> About this exercise
A single number is the expected answer: the count of lines in the records below that contain "State".

Collected data:
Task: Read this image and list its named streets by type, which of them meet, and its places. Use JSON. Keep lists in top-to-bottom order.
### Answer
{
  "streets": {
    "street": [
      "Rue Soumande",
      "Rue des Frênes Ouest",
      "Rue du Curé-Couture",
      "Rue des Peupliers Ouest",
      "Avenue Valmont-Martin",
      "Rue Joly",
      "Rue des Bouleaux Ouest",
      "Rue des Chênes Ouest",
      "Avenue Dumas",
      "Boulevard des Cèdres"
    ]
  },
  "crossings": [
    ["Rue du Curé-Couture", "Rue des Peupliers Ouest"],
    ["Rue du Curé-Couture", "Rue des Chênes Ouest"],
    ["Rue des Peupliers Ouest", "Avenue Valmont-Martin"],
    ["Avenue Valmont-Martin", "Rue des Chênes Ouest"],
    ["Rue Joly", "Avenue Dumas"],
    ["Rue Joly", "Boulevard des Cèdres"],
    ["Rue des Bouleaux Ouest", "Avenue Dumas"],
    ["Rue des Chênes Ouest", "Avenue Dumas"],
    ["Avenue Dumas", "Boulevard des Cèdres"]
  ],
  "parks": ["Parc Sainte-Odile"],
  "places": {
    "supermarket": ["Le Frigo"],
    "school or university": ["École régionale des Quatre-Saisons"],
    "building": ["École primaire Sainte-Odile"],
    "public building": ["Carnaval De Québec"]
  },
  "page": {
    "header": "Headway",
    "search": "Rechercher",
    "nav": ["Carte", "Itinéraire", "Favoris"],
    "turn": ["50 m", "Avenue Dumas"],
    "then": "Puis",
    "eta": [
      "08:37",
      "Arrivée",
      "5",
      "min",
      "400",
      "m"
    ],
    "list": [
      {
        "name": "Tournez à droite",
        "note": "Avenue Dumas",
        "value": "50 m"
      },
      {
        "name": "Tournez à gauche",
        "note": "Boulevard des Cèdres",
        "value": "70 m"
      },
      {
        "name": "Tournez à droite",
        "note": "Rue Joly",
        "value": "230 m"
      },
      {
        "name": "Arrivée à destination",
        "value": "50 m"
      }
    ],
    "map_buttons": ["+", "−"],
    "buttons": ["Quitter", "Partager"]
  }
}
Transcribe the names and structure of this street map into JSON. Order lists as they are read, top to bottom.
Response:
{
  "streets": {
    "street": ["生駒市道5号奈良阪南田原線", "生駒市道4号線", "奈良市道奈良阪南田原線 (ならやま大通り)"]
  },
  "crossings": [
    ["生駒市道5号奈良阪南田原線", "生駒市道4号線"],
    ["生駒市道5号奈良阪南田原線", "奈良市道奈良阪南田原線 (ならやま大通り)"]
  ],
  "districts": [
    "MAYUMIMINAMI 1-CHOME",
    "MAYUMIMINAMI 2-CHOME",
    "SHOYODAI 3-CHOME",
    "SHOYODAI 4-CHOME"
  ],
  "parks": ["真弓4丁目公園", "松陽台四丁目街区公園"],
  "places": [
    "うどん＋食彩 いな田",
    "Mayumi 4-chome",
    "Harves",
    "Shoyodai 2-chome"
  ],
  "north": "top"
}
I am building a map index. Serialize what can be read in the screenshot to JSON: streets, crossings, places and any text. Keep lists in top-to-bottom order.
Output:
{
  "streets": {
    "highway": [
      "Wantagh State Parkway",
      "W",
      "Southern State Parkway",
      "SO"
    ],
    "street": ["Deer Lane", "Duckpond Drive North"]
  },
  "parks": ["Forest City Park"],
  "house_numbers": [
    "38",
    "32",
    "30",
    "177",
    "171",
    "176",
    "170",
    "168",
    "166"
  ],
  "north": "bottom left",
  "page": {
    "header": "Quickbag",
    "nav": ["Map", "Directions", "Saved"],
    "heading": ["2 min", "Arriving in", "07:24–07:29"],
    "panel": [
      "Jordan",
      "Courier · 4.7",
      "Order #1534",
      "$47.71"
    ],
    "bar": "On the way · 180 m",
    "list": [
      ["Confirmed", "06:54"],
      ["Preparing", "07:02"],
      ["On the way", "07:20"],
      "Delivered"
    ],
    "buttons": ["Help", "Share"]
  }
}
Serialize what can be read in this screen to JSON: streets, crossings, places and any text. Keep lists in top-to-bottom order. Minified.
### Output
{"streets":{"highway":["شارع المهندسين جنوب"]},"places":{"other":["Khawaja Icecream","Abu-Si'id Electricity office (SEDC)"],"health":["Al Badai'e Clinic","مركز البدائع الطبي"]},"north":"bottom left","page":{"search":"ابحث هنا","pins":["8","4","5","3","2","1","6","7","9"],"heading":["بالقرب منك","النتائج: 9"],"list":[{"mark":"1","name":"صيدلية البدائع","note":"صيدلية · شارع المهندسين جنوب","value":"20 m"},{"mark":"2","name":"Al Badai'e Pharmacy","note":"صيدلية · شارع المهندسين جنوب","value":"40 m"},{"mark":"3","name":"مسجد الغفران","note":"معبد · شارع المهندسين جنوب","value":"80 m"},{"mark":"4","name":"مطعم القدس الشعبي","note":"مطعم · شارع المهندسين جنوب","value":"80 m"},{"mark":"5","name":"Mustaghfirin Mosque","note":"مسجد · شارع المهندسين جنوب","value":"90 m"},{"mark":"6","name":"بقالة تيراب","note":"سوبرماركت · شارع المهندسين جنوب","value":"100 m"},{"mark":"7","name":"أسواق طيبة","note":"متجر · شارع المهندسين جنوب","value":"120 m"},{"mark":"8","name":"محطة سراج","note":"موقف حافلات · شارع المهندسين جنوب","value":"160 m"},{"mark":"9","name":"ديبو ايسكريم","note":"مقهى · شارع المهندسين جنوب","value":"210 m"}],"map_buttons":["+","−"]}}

> Task solution
2